Chronologie des médias toujours contestée : Disney continue de faire pression sur la France

Après la réunion du 4 octobre organisée par le CNC sur la chronologie des médias, Disney a finalement décidé de sortir son nouveau film « Black Panther » dans les salles de cinéma en France. Comme Netflix, la major américaine veut une réforme des fenêtres de diffusion dès 2023.

(Depuis sa sortie dans les salles de cinéma en France le 9 novembre, le deuxième « Black Panther » de Disney domine toujours le box-office, comme aux Etats-Unis)

« Les pouvoirs publics [français] ont clairement reconnu la nécessité de moderniser la chronologie des médias et un calendrier précis a été arrêté pour en discuter, The Walt Disney Company a donc décidé de confirmer la sortie au cinéma de “Black Panther : Wakanda Forever”, le nouveau film de Marvel Studios, le 9 novembre prochain », a lancé le 17 octobre sur Twitter Hélène Etzi (photo), la présidente de Disney France. Et ce, au moment où les signataires de la chronologie des médias – dont la dernière mouture est datée du 24 janvier 2022 – ont commencé à se retrouver autour de la table des négociations et de ses bras de fer.

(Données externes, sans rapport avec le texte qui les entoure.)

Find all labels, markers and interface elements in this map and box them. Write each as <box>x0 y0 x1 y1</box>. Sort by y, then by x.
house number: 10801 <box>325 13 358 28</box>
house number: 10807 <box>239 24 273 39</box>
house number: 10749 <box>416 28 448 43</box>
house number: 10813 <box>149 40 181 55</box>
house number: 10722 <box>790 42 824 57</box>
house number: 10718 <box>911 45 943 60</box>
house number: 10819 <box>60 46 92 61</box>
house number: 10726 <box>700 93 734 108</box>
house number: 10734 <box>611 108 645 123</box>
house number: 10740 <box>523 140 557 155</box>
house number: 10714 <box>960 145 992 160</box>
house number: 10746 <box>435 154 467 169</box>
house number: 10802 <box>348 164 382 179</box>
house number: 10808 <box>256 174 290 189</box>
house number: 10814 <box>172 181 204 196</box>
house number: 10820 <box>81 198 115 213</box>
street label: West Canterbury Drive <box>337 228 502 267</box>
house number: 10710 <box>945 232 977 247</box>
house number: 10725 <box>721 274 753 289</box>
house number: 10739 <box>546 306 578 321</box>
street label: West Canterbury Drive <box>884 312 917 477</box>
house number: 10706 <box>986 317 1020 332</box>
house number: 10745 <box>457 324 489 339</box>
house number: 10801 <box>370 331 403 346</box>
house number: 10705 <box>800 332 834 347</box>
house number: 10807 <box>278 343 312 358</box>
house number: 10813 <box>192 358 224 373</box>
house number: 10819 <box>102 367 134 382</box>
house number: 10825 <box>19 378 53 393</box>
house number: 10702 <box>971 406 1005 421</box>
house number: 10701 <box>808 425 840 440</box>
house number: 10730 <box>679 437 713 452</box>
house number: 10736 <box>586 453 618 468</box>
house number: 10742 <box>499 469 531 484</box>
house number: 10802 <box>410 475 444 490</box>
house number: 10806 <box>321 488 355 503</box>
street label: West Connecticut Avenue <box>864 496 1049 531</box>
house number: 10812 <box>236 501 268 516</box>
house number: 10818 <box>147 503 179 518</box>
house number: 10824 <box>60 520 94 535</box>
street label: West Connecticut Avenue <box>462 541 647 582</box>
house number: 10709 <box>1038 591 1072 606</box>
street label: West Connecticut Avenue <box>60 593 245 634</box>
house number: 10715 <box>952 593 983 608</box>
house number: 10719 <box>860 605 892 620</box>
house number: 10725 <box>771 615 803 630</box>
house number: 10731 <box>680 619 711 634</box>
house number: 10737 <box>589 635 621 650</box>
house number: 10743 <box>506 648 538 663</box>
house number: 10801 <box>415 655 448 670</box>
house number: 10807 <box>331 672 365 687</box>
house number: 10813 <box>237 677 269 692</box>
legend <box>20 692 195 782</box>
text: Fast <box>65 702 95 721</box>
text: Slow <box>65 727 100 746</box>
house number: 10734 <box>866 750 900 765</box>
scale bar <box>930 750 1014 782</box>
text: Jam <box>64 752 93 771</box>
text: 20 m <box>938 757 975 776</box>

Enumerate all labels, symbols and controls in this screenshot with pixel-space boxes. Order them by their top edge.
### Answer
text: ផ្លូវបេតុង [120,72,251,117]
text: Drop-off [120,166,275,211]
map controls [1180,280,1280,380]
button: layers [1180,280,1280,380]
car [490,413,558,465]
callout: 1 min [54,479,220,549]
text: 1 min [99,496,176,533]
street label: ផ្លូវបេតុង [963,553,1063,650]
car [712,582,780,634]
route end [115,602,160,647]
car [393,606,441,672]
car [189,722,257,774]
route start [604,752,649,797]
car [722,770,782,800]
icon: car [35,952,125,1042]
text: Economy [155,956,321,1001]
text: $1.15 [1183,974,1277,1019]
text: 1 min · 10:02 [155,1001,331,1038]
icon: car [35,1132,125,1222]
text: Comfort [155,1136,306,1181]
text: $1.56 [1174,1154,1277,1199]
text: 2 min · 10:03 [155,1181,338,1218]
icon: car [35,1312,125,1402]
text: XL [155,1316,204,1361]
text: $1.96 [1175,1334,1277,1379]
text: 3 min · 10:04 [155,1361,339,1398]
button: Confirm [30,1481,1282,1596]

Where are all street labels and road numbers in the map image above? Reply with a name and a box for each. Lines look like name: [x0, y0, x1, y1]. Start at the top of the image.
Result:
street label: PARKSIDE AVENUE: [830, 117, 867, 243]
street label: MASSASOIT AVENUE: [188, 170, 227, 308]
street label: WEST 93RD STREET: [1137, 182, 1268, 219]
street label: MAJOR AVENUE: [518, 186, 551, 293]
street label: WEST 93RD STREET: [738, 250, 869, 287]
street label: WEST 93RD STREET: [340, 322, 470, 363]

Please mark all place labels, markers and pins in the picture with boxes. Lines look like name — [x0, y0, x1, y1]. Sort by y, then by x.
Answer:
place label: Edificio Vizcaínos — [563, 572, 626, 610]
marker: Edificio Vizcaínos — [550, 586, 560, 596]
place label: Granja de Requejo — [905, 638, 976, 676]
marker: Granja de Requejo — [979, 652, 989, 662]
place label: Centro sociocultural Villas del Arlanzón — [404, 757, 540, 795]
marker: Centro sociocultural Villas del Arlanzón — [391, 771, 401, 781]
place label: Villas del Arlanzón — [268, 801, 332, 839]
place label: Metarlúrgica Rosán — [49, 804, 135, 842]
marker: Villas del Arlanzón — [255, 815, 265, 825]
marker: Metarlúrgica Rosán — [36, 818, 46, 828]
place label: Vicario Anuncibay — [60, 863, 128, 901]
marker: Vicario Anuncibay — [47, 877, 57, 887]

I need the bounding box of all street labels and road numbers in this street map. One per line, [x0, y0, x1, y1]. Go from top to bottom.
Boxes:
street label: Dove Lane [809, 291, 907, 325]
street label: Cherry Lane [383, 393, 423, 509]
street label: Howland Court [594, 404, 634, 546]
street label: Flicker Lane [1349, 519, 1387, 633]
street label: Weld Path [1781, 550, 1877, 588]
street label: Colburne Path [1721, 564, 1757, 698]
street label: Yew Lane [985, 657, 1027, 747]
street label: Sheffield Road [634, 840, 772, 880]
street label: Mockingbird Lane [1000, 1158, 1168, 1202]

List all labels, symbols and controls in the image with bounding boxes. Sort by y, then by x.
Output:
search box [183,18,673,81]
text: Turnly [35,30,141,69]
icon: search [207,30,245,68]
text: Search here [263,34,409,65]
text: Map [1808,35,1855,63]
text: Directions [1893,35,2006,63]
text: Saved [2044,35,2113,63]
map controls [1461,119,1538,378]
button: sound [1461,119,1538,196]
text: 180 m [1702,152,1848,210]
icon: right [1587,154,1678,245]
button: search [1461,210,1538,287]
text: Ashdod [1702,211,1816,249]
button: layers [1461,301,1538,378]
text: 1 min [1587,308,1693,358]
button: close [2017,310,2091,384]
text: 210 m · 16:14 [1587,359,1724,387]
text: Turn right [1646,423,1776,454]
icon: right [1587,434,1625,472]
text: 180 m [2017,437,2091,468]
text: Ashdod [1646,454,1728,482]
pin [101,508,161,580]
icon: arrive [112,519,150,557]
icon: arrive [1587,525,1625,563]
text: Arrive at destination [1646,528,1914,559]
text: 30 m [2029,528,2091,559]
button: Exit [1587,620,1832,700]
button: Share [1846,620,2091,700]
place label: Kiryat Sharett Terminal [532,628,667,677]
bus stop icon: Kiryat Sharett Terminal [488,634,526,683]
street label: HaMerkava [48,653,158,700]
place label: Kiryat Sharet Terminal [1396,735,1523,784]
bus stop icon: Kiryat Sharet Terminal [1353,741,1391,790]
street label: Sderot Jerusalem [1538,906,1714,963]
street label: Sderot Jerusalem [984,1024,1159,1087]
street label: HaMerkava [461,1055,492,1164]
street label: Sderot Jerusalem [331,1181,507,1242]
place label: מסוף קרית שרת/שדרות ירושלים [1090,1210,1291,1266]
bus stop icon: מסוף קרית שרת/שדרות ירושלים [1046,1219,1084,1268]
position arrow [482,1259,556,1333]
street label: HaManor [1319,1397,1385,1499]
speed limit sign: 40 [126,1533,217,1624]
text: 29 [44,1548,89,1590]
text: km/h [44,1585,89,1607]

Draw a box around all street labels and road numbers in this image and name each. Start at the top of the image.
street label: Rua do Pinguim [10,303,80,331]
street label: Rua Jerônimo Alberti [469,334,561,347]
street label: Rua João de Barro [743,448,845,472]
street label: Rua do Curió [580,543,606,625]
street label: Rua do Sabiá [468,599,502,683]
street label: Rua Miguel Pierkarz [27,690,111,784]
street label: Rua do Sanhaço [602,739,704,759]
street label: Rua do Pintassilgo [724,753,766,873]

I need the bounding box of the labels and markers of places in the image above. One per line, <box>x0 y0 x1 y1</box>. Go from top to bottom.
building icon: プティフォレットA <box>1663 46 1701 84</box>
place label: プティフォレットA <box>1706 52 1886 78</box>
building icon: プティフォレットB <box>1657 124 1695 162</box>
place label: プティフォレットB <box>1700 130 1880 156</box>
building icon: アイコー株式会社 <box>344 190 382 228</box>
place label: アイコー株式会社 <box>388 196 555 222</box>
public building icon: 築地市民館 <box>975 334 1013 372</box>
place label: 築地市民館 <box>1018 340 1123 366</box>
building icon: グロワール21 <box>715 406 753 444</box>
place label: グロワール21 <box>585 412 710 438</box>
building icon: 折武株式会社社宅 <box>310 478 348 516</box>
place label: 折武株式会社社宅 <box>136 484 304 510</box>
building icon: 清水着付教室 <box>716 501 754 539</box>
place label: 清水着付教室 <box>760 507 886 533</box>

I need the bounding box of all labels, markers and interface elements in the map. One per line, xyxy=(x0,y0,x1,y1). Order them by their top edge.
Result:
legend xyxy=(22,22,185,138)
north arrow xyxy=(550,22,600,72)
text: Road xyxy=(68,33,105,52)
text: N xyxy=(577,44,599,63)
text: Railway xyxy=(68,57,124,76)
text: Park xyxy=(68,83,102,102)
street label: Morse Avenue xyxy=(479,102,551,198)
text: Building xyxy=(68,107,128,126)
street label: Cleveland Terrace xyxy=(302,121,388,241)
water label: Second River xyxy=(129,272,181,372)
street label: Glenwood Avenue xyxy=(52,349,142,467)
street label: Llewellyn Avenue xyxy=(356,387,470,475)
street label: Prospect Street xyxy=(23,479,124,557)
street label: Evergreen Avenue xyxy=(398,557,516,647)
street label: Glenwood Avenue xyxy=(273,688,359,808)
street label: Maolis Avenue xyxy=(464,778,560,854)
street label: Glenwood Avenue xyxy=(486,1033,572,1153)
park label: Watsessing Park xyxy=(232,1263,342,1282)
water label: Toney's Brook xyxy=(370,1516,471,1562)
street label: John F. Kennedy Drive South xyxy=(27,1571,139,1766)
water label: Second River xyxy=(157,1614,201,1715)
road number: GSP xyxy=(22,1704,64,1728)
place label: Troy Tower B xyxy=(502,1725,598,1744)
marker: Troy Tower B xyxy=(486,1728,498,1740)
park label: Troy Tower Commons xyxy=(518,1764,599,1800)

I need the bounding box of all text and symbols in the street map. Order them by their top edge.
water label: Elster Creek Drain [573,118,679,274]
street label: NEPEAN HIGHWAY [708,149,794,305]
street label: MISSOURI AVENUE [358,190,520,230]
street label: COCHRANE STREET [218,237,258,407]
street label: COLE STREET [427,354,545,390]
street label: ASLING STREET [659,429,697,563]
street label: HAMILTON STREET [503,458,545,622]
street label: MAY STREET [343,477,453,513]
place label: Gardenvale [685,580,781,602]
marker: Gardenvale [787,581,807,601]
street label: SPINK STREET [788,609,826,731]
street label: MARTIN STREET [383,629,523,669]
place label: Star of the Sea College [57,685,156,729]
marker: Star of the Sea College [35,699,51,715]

Disney appelle à une « co-exploitation »
« Comme nous l’avons déjà déclaré, la chronologie des médias actuelle n’est pas adaptée aux comportements et attentes des spectateurs ; elle est contre-productive et expose tous les producteurs et artistes à un risque accru de piratage », a-t-elle poursuivi, en déclarant vouloir « continuer de manière constructive aux réflexions et débats lors des prochaines réunions avec tous les acteurs de la filière, organisées sous l’égide du CNC (1), afin de définir dès février 2023 un nouveau cadre que nous souhaitons équitable, flexible et incitatif à la sortie des films en salles de cinéma » (2). Ce que la major presque centenaire du cinéma reproche à cette chronologie des médias à la française, c’est le fait que cette dernière lui impose de retirer un film de Disney+ en France au bout de cinq mois d’exploitation, laquelle intervient en tant que plateforme de SVOD du 17e au 22e mois après la sortie du film en salle de cinéma. Ce retrait intervient pour laisser la place aux chaînes de télévision en clair, dont la fenêtre s’ouvre du 22e au 36e mois après la sortie du film en salle de cinéma.
Pour la Walt Disney Company, cette interruption est inacceptable et demande au contraire qu’elle puisse continuer à exploiter le film en ligne simultanément avec les chaînes gratuites selon un mode de « co-exploitation ». Ce sujet a été au cœur des discussions de la réunion du 4 octobre organisée par le CNC dans le cadre de la renégociation de la chronologie des médias qui doit aboutir d’ici janvier 2023. Disney reproche donc à l’actuelle chronologie des médias de lui imposer le retrait d’un film de sa plateforme au profit des seules chaînes gratuites. C’est la raison pour laquelle la firme de Burbank – où se trouve son siège social, à dix minutes en voiture d’Hollywood – a fait savoir début juin qu’elle ne sortira finalement pas dans les salles de cinéma françaises son long métrage d’animation de Noël 2022, « Avalonia, l’étrange voyage », mais en exclusivité sur Disney+. Une situation unique au monde pour cette grosse production. Ce fut la douche froide pour les salles obscures françaises pour lesquelles un tel blockbuster hollywoodien, en plus déjà programmé par Disney (pour une sortie en France sur les écrans le 30 novembre 2022, maintenant annulée), représente un manque à gagner considérable de fin d’année. « Cette décision est la conséquence de la nouvelle chronologie des médias que The Walt Disney Company juge inéquitable, très contraignante et inadaptée aux attentes du public et à l’évolution des modes de consommation des films », avait justifié la firme américaine. Elle trouve « frustrante » la situation alors qu’elle estime soutenir le cinéma français avec ses sorties en salles, et investir de plus en plus dans la création originale française. La maison mère de Disney avait prévenu avant l’été qu’elle décidera « film par film (…) dans chaque pays ».
Cette déprogrammation d’« Avalonia » avait mis en colère la Fédération nationale des cinémas français (FNCF) qui a accusé Disney de « porter atteinte gravement à l’économie des salles de cinéma [« instrumentalisées »] et du secteur tout entier » (3). Le film « Black Panther : Wakanda Forever » allait-il subir le même sort ? Depuis le 17 octobre, les exploitants de salles adeptes des Disney et des Marvel sont rassurés pour celui-ci. La FNCF n’a rien dit. La major américaine dispose en tout cas d’un fort moyen de pression dans les négociations en cours. Fin juin, devant l’Association des journalistes médias (AJM), Netflix avait aussi tiré à boulets rouges sur la chronologie française que la filiale française avait pourtant signée en janvier (4).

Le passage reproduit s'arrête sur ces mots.